Tuesday, March 27, 2018

An analysis of the strengths and weaknesses of Apache Arrow

In my previous blog post, I discussed the relatively new Apache Arrow project, and compared it with two similar column-oriented storage formats in ORC and Parquet. In particular, I explained how storage formats targeted for main memory have fundamental differences from storage formats targeted for disk-resident data. There was a surprising amount of activity surrounding the post --- the post received 28,000 visits (making it the 7th most popular post on my blog all time), and 86 comments in a HackerNews thread discussing the post. Given this clear interest of my readers in Apache Arrow, I would like to take a deeper look into the project in this post, and present my analysis of both some specific decisions that were made regarding the format itself, and also my personal experience with installing and running experiments on the code base.

A quick caveat before we begin: Many of the comments on the HackerNews thread revolved around a back-and-forth between fans and contributors to the Apache Arrow project who went ballistic when they read my title with a sarcastic tone (the title was: “Apache Arrow vs. Parquet and ORC: Do we really need a third Apache project for columnar data representation?”) and more thoughtful and thorough readers who tried to calm them down and explain that the entire post was there to explain precisely why it makes sense to have Arrow as a separate project. However, one common point that was brought up by the pro-Arrow crowd was that my post was narrow in the sense that I only looked at Arrow from the perspective of using it as a storage format in the context of database and data analytics engines, whereas Arrow, as a general standard for representing data in main memory could also be used outside of this space. I should have been clearer about the scope of my analysis in that post, so this time around I want to be more clear: the scope of my analysis in this post is solely from the perspective of using Apache Arrow as a storage format in the context of database and data analytics engines and tools. I limit the scope to this context for two reasons: (1) I predict that the majority of Arrow’s use cases will be in that context (where I define data analytics tools broadly enough to include projects like Pandas) (2) As someone who has spent his entire career as a database system researcher, this is the only context in which I am qualified to present my opinion.

What exactly is Apache Arrow?

Arrow’s homepage self-describes in the following way: “Apache Arrow is a cross-language development platform for in-memory data. It specifies a standardized language-independent columnar memory format for flat and hierarchical data, organized for efficient analytic operations on modern hardware. It also provides computational libraries and zero-copy streaming messaging and interprocess communication.”

In other words, the creators of Arrow envision the project having impact in three ways: (1) as a development platform, (2) as a columnar memory format standard, and (3) as a set of useful libraries.

In practice, the majority of the code in the Github repository at the time of my interactions with the codebase was for constructing, accessing, and testing data structures using the Arrow standard. So my analysis in this article will just focus on the Arrow standard and the set of code that is provided to help in the implementation of this standard.

Is it even possible to have everybody agree on a data representation standard?

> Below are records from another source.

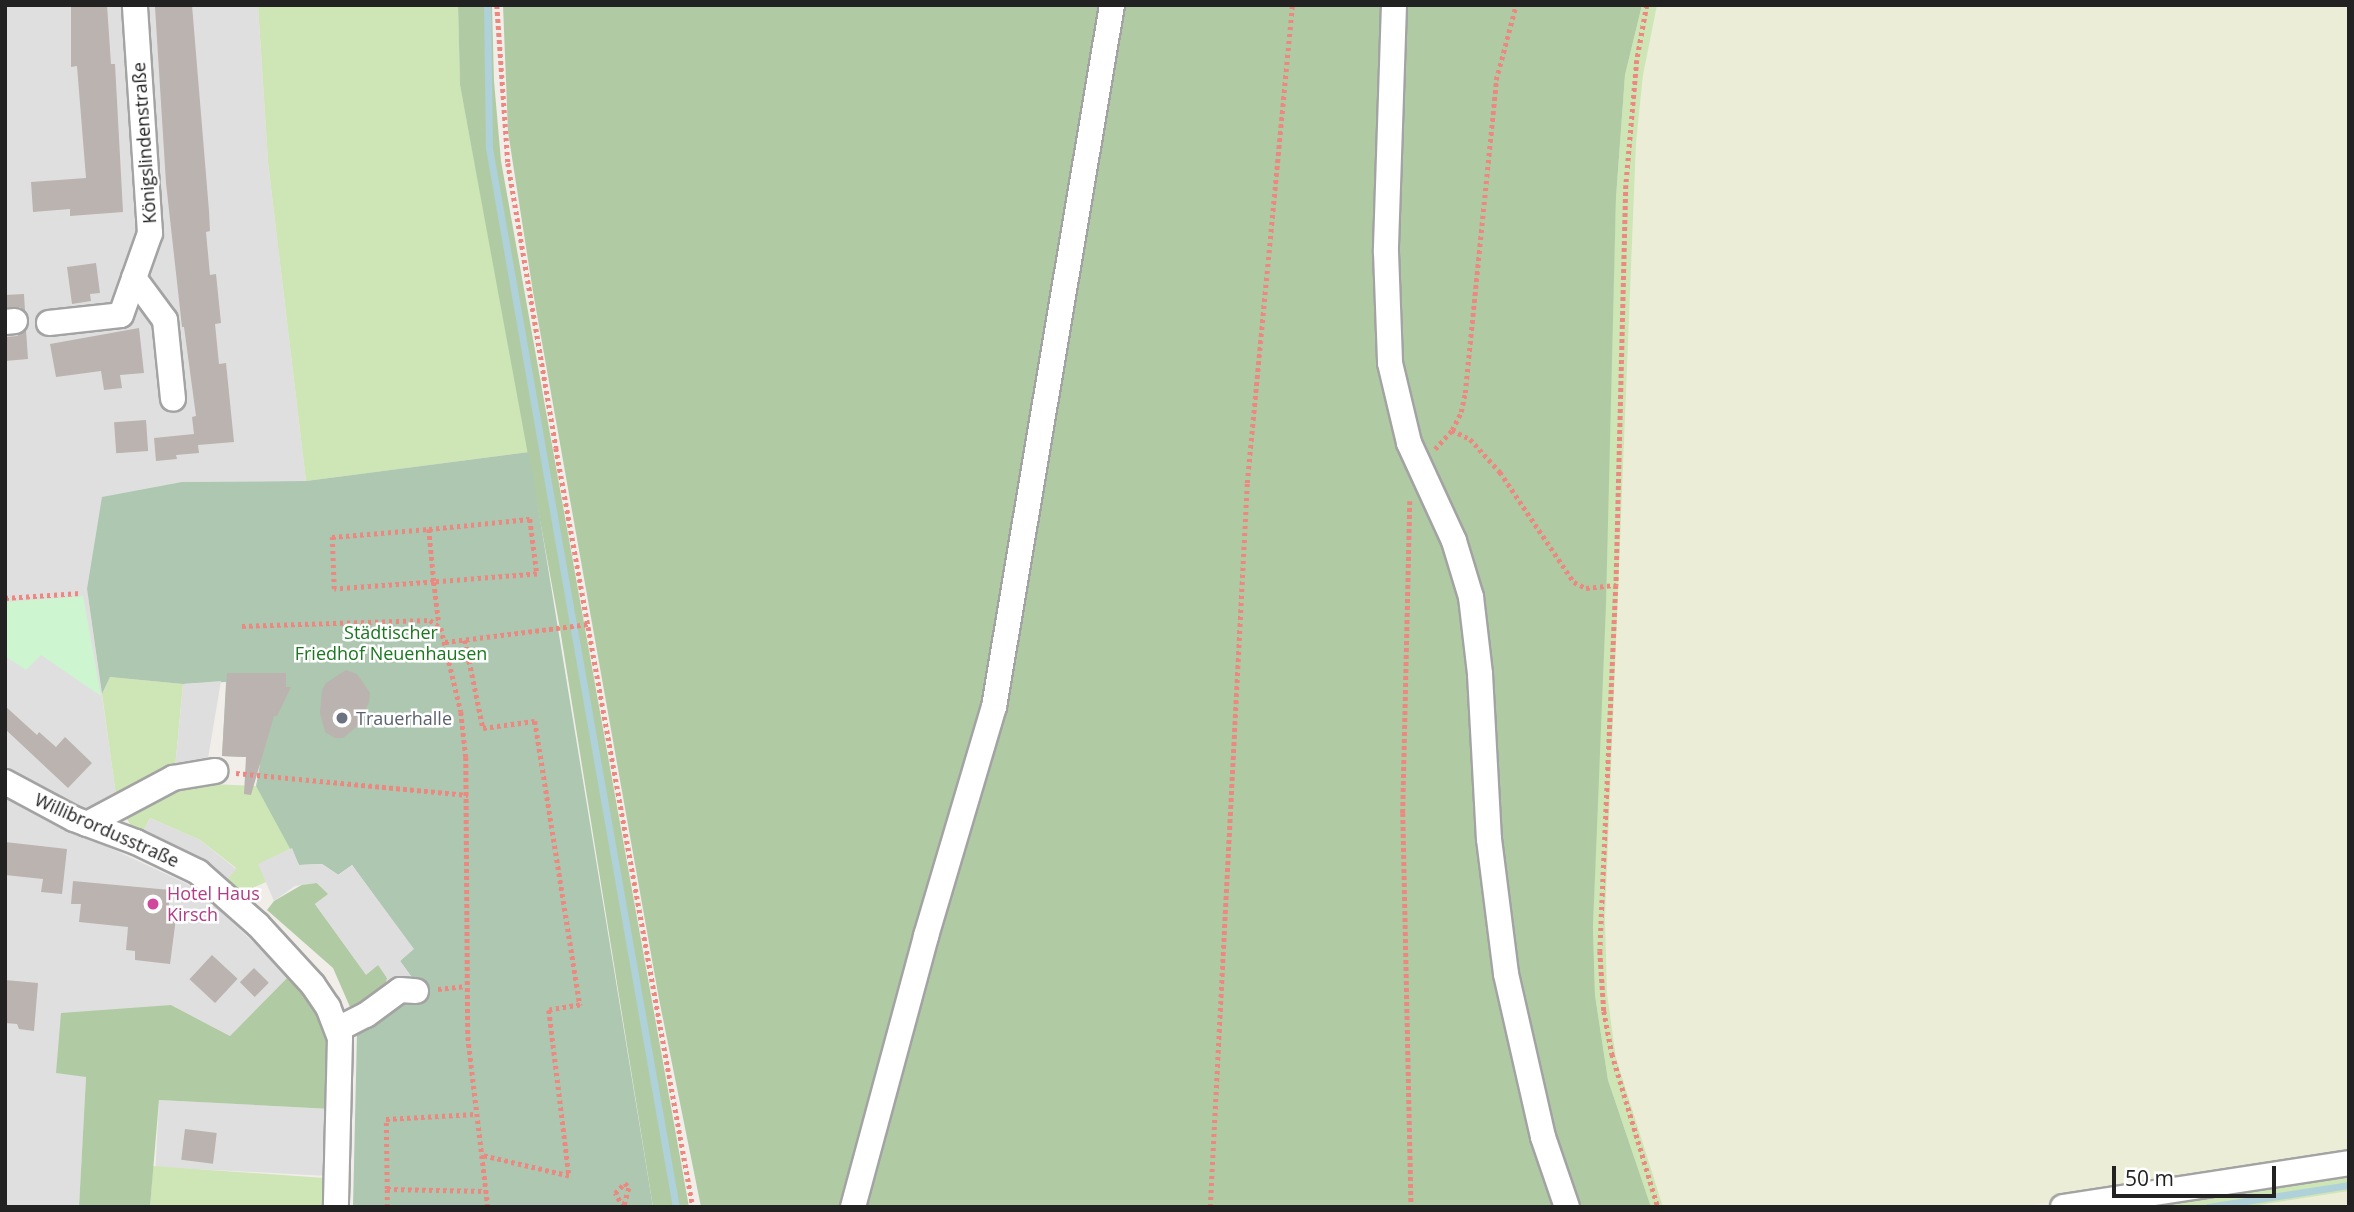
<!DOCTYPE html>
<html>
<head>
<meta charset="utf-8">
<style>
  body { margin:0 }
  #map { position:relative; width:2354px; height:1212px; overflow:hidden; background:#f1eeea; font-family:"Open Sans",sans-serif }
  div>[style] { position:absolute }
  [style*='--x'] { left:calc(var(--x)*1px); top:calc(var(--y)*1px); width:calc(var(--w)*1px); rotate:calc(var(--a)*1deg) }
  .residential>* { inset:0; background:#e0dfdf; transform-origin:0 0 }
  .farmland>* { inset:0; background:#ecedd7 }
  .grass>* { inset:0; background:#cee5b6 }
  .forest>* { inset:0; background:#b0cba3 }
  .cemetery>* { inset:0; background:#adc7b0 }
  .park>* { inset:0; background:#cdf5cf }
  .parking>* { inset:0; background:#dedede }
  .stream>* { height:7px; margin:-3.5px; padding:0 3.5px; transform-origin:3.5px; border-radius:3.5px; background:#afd1d9 }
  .building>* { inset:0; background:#bab3af; transform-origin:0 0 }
  .path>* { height:4.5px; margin-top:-2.25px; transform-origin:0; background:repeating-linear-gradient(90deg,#ec8880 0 3.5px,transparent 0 7px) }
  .roads { filter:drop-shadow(2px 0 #a3a3a3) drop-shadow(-2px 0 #a3a3a3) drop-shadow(0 2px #a3a3a3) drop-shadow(0 -2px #a3a3a3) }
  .minor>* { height:24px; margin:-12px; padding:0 12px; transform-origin:12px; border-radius:12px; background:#fff }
  .dots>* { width:19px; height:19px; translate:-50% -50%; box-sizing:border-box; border:4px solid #fff; border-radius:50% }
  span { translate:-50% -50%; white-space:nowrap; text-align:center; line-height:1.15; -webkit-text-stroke:5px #fff; paint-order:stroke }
  .street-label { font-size:18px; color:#222 }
  .park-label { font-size:18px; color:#19771e }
  .worship-label { font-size:18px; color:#5b616d }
  .left { translate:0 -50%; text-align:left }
  .hotel-label { font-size:18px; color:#b23c85 }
  .frame { position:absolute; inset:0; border:7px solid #222; pointer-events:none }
  .scale { position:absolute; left:2112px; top:1166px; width:164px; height:32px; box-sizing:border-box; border:4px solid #222; border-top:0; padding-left:9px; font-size:21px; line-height:24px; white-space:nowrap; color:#222; -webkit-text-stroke:5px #fff; paint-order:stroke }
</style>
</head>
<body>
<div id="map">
  <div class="residential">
    <i style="clip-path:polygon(5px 5px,258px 5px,268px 162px,306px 481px,182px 482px,87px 589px,116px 795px,76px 832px,196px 888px,289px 976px,230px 1036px,171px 1005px,86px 1077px,79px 1207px,5px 1207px)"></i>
    <i style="left:159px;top:1100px;width:172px;height:67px;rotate:3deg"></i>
  </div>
  <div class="farmland">
    <i style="clip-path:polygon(1657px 5px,2349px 5px,2349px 1156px,2019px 1207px,1663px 1207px,1616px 1058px,1607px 993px,1605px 918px,1636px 143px,1643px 75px)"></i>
    <i style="clip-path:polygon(2349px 1191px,2349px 1207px,2246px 1207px)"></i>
  </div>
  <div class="grass">
    <i style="clip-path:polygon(258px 5px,458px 5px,460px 85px,529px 452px,306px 481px,268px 162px)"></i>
    <i style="clip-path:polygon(1642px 5px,1657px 5px,1643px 75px,1636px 143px,1605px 918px,1607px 993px,1616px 1058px,1663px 1207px,1651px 1207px,1608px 1080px,1595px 995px,1593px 927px,1616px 198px,1625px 75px)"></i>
    <i style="clip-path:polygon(110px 677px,183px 684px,175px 768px,116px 795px,102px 694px)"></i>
    <i style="clip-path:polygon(189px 783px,256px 786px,292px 848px,259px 864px,266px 882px,243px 892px,235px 890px,225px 882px,236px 868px,200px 840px,150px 818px,141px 836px,130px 824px,127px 819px,131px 811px)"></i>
    <i style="clip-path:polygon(153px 1166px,325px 1178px,323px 1207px,150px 1207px)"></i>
    <i style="clip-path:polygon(2349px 1172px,2349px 1191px,2246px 1207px,2120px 1207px)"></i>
  </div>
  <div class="forest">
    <i style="clip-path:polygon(458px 5px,492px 5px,494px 81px,501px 161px,689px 1207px,653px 1207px,560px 629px,460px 85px)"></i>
    <i style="clip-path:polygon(503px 5px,1105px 5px,991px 684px,846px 1207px,701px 1207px,659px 999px,533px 292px,508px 132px)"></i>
    <i style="clip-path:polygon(1118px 5px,1387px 5px,1381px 331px,1461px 585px,1481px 827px,1560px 1207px,857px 1207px,964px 830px)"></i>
    <i style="clip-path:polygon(1401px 5px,1642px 5px,1625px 75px,1616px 198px,1606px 604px,1593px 927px,1595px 995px,1608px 1080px,1651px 1207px,1576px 1207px,1561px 1169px,1514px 979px,1486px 671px,1414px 434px,1393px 341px)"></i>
    <i style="clip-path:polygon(305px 883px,317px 883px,329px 894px,315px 904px,366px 974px,379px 964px,387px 978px,386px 986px,360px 1005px,350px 1007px,333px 968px,267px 910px,274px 901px)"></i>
    <i style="clip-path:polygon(289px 976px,324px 1023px,331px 1048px,331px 1109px,159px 1100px,150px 1207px,79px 1207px,86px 1077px,56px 1073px,61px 1013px,171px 1005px,230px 1036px)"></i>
  </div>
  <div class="cemetery">
    <i style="clip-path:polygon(529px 452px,653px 1207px,353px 1207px,357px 1032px,406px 1003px,416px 983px,400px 961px,413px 949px,352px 865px,338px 875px,322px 864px,299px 865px,256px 786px,260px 764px,246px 763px,246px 757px,222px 756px,226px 682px,183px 684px,110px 677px,102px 694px,87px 589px,102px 497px,182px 482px,306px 481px)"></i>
  </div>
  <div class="park">
    <i style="clip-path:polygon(83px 596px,101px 696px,41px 655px,26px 670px,5px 656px,5px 602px)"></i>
  </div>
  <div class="parking">
    <i style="clip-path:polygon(221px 681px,206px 770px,175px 768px,183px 684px)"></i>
    <i style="clip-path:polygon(150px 818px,200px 840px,236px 869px,225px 882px,141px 836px)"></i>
    <i style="clip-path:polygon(292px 848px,299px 865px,322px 864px,339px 875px,352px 865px,414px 949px,400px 961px,416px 983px,417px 1000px,406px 1003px,357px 1032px,350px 1007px,360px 1005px,386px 986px,387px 978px,378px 965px,366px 975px,315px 904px,328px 894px,317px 883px,295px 886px,274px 901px,258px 864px)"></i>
  </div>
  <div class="stream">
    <i style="--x:487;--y:5;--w:143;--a:89.2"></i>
    <i style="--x:489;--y:148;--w:1075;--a:79.99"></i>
    <i style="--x:2208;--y:1207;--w:143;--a:-8.9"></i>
  </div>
  <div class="building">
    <i style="clip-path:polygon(71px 5px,107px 5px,111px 64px,115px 64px,123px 212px,70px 216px,70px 209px,33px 212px,31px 182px,86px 178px,77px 66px,71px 67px)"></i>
    <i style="clip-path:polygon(185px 5px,192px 5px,209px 211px,210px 231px,206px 232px,210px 275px,216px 274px,221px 323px,215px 324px,219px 364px,226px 363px,234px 442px,198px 445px,199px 453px,176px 455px,177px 459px,156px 461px,154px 438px,194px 434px,192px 417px,196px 416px,184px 327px,182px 327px,166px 183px,155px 7px)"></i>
    <i style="clip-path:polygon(96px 263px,100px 293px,90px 294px,91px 301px,72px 304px,67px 267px)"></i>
    <i style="clip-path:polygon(24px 294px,25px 311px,20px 307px,5px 307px,5px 295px)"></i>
    <i style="clip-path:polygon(139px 328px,144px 373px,120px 375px,122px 388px,104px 390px,101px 371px,56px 377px,50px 344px)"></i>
    <i style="clip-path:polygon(26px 330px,28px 359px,5px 361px,5px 337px,17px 336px)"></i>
    <i style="left:146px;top:420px;width:31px;height:32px;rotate:86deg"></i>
    <i style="clip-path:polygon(346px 670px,357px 674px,370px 693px,369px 702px,359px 725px,343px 738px,335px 738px,325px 732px,320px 713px,322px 690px,326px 683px)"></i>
    <i style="clip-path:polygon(227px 673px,286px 673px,286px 687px,291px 687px,277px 716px,274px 716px,251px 795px,244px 794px,246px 757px,222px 756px)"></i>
    <i style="clip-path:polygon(5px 706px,37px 735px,39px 732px,56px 747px,65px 737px,92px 763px,68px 788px,5px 729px)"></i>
    <i style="clip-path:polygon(5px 842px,67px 849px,62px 894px,41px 892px,43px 879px,5px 875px)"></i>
    <i style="clip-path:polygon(73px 881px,170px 890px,168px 917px,176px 918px,170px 964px,135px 960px,135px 951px,126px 950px,128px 927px,79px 922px,81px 904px,71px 904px)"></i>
    <i style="left:212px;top:955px;width:35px;height:33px;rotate:43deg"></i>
    <i style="left:254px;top:968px;width:21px;height:20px;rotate:45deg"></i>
    <i style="clip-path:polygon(5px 980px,38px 983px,34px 1031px,19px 1029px,17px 1024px,5px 1023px)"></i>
    <i style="left:185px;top:1129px;width:32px;height:31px;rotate:7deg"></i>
  </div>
  <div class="path">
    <i style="--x:497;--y:5;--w:158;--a:86"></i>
    <i style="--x:508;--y:163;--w:289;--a:80.4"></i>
    <i style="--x:556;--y:448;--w:771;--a:79.77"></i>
    <i style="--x:1647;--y:5;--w:56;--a:100.3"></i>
    <i style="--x:1637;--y:60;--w:125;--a:95"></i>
    <i style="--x:1626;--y:185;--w:400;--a:91.4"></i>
    <i style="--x:1616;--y:585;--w:366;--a:92.5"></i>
    <i style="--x:1600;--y:951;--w:60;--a:86.2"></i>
    <i style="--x:1604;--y:1011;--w:44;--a:79.5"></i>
    <i style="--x:1612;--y:1054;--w:160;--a:73.3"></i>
    <i style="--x:1452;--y:430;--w:20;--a:27"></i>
    <i style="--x:1470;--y:439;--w:45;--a:47.7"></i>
    <i style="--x:1500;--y:472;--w:133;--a:56.1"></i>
    <i style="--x:1574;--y:582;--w:13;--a:27"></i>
    <i style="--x:1586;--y:588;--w:30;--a:-6"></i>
    <i style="--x:1435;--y:449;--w:25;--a:-48"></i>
    <i style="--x:1452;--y:430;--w:20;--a:-63"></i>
    <i style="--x:1461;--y:412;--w:19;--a:-78"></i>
    <i style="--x:1465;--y:393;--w:315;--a:-84.3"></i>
    <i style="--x:1496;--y:80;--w:78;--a:-75.1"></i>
    <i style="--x:1410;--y:501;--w:312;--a:91.3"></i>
    <i style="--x:1403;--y:813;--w:394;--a:88.8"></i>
    <i style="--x:429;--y:529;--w:101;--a:-5.7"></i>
    <i style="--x:530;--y:519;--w:55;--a:82.7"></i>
    <i style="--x:537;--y:574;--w:103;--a:175.6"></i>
    <i style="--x:434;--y:582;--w:100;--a:176"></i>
    <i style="--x:334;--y:589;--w:52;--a:-92.2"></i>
    <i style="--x:332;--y:537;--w:97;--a:-4.7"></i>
    <i style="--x:429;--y:529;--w:53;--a:84.6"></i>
    <i style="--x:434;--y:582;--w:42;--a:83.2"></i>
    <i style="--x:5;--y:598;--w:75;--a:-3.8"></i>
    <i style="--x:242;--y:626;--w:188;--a:-1.8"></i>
    <i style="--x:430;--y:620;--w:14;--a:36"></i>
    <i style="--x:441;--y:628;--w:86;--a:76.6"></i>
    <i style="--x:461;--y:712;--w:45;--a:83.7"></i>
    <i style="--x:466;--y:757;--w:280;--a:89.6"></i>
    <i style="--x:468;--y:1037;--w:171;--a:83.3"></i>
    <i style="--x:465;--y:640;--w:90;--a:78.4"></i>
    <i style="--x:483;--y:728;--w:52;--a:-7.7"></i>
    <i style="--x:535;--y:721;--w:288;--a:81"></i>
    <i style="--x:580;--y:1005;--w:31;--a:171"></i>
    <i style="--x:549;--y:1010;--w:167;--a:83.1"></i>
    <i style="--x:569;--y:1176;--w:91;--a:-166.7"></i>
    <i style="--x:445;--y:642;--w:145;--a:-7.1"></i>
    <i style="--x:236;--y:773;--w:233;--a:5.4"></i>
    <i style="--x:438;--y:989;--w:28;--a:-6"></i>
    <i style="--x:387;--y:1189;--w:70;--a:-90.8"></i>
    <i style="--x:386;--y:1119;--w:89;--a:-3.2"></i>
    <i style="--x:387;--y:1207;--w:18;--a:-90"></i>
    <i style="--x:387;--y:1189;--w:98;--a:1.2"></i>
    <i style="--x:623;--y:1207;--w:16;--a:-120"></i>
    <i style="--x:615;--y:1193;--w:14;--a:-45"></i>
    <i style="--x:625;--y:1183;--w:6;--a:51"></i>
    <i style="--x:629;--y:1188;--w:20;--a:105"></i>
    <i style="--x:1210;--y:1207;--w:725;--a:-87.07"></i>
    <i style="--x:1247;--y:483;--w:480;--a:-84.6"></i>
  </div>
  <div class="roads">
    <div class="minor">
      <i style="--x:1394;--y:5;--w:247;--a:91.9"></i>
      <i style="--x:1386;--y:252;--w:111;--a:87.9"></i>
      <i style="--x:1390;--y:363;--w:82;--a:76.6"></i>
      <i style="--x:1409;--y:443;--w:108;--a:65.3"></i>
      <i style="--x:1454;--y:541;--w:59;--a:73.1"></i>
      <i style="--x:1471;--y:597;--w:78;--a:83.3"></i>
      <i style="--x:1480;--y:674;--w:165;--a:86.9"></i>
      <i style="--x:1489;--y:839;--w:136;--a:82.8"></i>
      <i style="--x:1506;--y:974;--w:167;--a:77.2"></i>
      <i style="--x:1543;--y:1137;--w:74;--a:71.1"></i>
      <i style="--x:134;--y:278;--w:52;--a:53.6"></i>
      <i style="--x:165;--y:320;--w:79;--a:84.2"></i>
      <i style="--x:5;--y:322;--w:10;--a:-6"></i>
      <i style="--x:49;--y:323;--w:72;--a:-6.3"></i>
      <i style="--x:121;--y:315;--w:87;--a:-70.5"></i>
      <i style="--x:150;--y:233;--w:228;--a:-93.8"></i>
      <i style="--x:5;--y:782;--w:78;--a:28.2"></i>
      <i style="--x:74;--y:819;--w:66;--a:20.4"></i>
      <i style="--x:136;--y:842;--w:69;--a:25.8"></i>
      <i style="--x:198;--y:872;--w:80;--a:41.5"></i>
      <i style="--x:258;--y:925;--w:81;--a:47.5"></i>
      <i style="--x:313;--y:985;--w:27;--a:56"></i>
      <i style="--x:328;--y:1007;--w:33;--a:69"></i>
      <i style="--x:340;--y:1038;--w:169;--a:91.4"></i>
      <i style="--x:87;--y:824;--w:98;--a:-28.1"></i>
      <i style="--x:173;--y:778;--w:43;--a:-9.5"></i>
      <i style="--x:338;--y:1029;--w:31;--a:-27"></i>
      <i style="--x:366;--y:1015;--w:42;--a:-36.3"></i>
      <i style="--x:400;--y:990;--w:16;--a:4"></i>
      <i style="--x:853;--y:1207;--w:281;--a:-74.9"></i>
      <i style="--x:926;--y:936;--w:239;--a:-73.5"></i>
      <i style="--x:994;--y:707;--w:712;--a:-80.46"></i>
      <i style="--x:2063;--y:1207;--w:289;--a:-8.7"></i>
    </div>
  </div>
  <div class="dots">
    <i style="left:342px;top:718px;background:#6b7280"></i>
    <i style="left:153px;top:904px;background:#d1479c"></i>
  </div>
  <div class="street-label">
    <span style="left:144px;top:143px;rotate:-94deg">Königslindenstraße</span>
    <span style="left:107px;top:830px;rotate:24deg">Willibrordusstraße</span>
  </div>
  <div class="park-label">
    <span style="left:391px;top:643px">Städtischer<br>Friedhof Neuenhausen</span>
  </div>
  <div class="worship-label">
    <span class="left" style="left:356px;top:718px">Trauerhalle</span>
  </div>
  <div class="hotel-label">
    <span class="left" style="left:167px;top:904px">Hotel Haus<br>Kirsch</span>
  </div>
  <div class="frame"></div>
  <div class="scale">50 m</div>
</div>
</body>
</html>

For decades, it was impossible to fathom that there could be a standard representation for data in a database system. Database systems have historically been horribly monolithic and complex pieces of software. The many components of the system --- the storage layer, the transaction manager, the access manager, the recovery manager, the optimizer, etc. --- were significantly intertwined, and designed assuming particular architectural choices for the other components. Therefore, a “page” of data on storage was not a simple block of data, but also contained information critical to the recovery manager (e.g. the identifier of the log record that most recently wrote to this page), the transaction manager (e.g. timestamps required by multi-version concurrency control schemes), access manager, and so on. Each unique database system had different concurrency control schemes, different logging structures, and different index implementations; therefore a page of data in one system looked vastly different than a page of data in other system.

Therefore, if you wanted to move data from one system to another one, you would have to “export” the data, which involved rewriting the data from the complex page format stored inside the system to a simpler representation of the data. This simple representation would be passed to the other system which would then rewrite the simple representation into its own proprietary standard. This process of rewriting the data before export is called “serialization” and rewriting it back before import is called “deserialization”. Serialization and deserialization costs when transferring data between systems have historically been necessary and unavoidable.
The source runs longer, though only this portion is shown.